To me Wawrinka vs Murray will be a great match, we’ll see who wants it more these days, especially as they are competing at that “other” big guys league.


Tennis Vagabond Says:

Armend, I didn’t forget poor old Cilic, I said “all but 1″ had been won by the Big-But-Not-Uniformly Successful-Five.

I’m also really hoping for a Stan/Andy semis.


veloce Says:

Armend, I hope Nishikori takes out Murray, cause Murray is just about the worse match-up for Wawrinka. All Murray does (and Novak too since we are at it) is defend, and run to no end hoping Wawrinka misses. But Murray plays Stan strategically better than Novak, cause Novak keeps sliding and feeding back Stan those kidn of shots that Wawrinka pretty much fall in Wawrinka’s wheelhouse. Murray, in comparison, uses a lot of slices that keep Wawrinka off balance, or worse, bait him into trying to blast the shit out of the ball, ending up in an unforced error. And Wawrinka gradually loses patience and falls apart. I’m hoping it will be a Wawrinka-Thiem match – let it be an all out kick-ass, offensive battle – had enough of the Novak/Murray ball-pushing erea…


Armend Says:

@TV my apologies, did not read that correctly at all.
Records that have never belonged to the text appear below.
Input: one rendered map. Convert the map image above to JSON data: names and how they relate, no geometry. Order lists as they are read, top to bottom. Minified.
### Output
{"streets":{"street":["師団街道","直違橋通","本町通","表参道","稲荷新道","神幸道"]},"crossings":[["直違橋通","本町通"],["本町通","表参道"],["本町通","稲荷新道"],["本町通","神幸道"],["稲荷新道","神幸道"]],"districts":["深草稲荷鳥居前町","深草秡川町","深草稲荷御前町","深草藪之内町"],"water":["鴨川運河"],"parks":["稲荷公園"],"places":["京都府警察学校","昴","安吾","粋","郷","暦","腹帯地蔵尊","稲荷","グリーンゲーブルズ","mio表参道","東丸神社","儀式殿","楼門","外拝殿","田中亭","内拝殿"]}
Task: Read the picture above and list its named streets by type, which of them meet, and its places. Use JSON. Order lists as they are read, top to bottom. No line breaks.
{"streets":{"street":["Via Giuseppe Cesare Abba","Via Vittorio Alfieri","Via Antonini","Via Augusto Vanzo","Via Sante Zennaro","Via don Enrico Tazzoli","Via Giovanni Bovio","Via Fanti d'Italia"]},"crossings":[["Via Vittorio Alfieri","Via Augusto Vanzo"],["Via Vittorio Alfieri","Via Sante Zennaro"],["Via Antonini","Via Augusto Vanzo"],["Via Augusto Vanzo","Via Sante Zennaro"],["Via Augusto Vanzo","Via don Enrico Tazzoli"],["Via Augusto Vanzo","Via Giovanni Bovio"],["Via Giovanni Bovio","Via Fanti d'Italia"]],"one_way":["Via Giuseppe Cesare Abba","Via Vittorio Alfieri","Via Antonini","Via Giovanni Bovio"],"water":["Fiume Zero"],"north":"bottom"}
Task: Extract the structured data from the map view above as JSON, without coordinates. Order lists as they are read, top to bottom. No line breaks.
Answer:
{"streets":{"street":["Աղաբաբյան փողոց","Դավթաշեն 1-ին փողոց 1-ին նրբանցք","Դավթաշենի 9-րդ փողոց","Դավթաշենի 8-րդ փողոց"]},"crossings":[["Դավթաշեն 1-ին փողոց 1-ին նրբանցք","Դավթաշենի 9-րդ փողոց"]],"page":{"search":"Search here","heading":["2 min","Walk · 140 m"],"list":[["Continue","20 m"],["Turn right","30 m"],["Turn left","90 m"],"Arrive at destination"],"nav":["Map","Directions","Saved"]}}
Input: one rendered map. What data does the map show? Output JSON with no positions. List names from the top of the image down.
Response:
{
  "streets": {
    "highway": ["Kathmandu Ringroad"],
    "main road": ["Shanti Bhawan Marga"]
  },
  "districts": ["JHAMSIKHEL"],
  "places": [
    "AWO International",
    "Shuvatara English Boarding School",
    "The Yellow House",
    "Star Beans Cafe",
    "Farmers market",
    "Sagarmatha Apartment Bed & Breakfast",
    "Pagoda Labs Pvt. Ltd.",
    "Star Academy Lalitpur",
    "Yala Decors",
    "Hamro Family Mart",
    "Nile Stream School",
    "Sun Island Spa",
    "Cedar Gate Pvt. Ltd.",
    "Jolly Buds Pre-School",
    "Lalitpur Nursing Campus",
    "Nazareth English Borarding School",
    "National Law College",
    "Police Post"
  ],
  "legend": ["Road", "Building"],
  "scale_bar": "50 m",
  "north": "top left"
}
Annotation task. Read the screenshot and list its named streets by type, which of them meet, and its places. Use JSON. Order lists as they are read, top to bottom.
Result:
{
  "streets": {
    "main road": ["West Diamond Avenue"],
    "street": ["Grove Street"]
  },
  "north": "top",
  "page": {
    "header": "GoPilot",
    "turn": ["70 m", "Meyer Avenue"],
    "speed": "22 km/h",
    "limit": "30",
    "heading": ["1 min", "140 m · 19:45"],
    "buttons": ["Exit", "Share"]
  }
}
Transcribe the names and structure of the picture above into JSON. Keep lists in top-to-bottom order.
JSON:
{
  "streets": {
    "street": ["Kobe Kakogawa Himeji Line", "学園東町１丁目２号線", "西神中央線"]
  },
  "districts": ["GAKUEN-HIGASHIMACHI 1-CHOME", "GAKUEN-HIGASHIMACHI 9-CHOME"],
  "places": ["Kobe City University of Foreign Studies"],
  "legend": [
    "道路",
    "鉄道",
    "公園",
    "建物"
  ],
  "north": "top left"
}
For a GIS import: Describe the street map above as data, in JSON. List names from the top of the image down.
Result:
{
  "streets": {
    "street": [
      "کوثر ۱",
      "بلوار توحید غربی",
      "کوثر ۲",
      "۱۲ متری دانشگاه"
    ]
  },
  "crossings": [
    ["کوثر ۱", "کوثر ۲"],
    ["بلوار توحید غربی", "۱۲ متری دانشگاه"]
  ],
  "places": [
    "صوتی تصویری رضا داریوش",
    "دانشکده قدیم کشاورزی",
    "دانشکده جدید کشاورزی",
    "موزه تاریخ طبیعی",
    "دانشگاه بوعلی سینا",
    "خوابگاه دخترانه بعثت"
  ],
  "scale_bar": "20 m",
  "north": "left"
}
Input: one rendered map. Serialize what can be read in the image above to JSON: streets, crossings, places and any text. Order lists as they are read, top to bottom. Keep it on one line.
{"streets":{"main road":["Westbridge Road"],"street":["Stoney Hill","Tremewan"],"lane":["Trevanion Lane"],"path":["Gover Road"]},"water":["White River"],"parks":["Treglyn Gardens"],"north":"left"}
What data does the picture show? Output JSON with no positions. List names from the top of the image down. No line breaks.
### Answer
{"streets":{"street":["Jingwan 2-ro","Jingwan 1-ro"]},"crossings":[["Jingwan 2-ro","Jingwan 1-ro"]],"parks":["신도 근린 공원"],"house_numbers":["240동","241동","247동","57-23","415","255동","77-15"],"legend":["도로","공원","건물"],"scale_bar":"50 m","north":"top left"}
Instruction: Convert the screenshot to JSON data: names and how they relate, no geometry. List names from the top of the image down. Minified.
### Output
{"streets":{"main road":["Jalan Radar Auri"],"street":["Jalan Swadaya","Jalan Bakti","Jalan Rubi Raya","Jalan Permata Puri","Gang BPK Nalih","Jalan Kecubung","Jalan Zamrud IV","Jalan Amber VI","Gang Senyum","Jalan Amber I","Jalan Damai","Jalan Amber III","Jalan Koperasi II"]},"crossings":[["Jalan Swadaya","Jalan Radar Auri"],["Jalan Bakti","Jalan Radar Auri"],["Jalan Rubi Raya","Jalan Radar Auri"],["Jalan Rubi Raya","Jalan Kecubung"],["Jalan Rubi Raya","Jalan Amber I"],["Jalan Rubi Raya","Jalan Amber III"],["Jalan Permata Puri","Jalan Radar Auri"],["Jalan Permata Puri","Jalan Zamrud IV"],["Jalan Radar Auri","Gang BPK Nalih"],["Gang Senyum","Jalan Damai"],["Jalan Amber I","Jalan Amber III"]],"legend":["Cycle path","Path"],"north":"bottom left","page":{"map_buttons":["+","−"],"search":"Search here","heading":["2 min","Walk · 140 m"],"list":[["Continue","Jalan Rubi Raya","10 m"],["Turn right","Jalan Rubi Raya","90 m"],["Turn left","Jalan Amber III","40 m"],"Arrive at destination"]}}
Yes, indeed you are right, and the Big-But-Not-Uniformly Successful-Five expression sounds just about right. And must admit that I very much agree on your odds insight, not that it is counter intuitive, but it’s not something that is obvious at all, given Nadal’s form as you say. But as another amended cliche goes, the cream rises to the top towards the end of the fortnight.

@Veloce, agree on your assessment of the Wawrinka vs Murray and Djokovic matchups. Wawrinka is 2-1 up on Murray on clay though, but the one loss was still at RG last year, so it definitely does not mean much of an advantage for Wawrinka on clay. I would still expect Wawrinka to pull through based on form, 8 or so clay match winning streak, and were he to face Nadal in the final, would actually give him a 40% chance of winning, as Nadal may have peaked too early, Wawrinka has the belief that he can beat him and most importantly has the power to hit through Nadal on clay, and again importantly, he has done it, and Nadal must fear the prospect, in fact, I would think that Wawrinka would be the least preferred player he would face in the final from the top part of the draw.

On the topics of matchups, those where one is an attacking player and the other is a defender are still fun to watch, I just don’t like to see two defenders battle it out. Must admit though that the sole exception is the Nadal/Djokovic rivalry, I get cramped and tired of sitting on my couch watching their 5 hour battles, but the rivalry is so intense and close that it is worth watching every minute of it.

I think that whoever is not a fan of a specific defender, has to agree that offensive tennis is much more exciting to watch. Never was much of a Federer fan, but have enormous respect for everything that he’s achieved. On the defense/offense topic, must admit that his style of play is much more attractive than the Djokovic/Murray defensive play.; Every rivalry of his with the other members of the Big 3.5 is fun to watch (well, except maybe the one with Nadal, although progress has been noted recently there:)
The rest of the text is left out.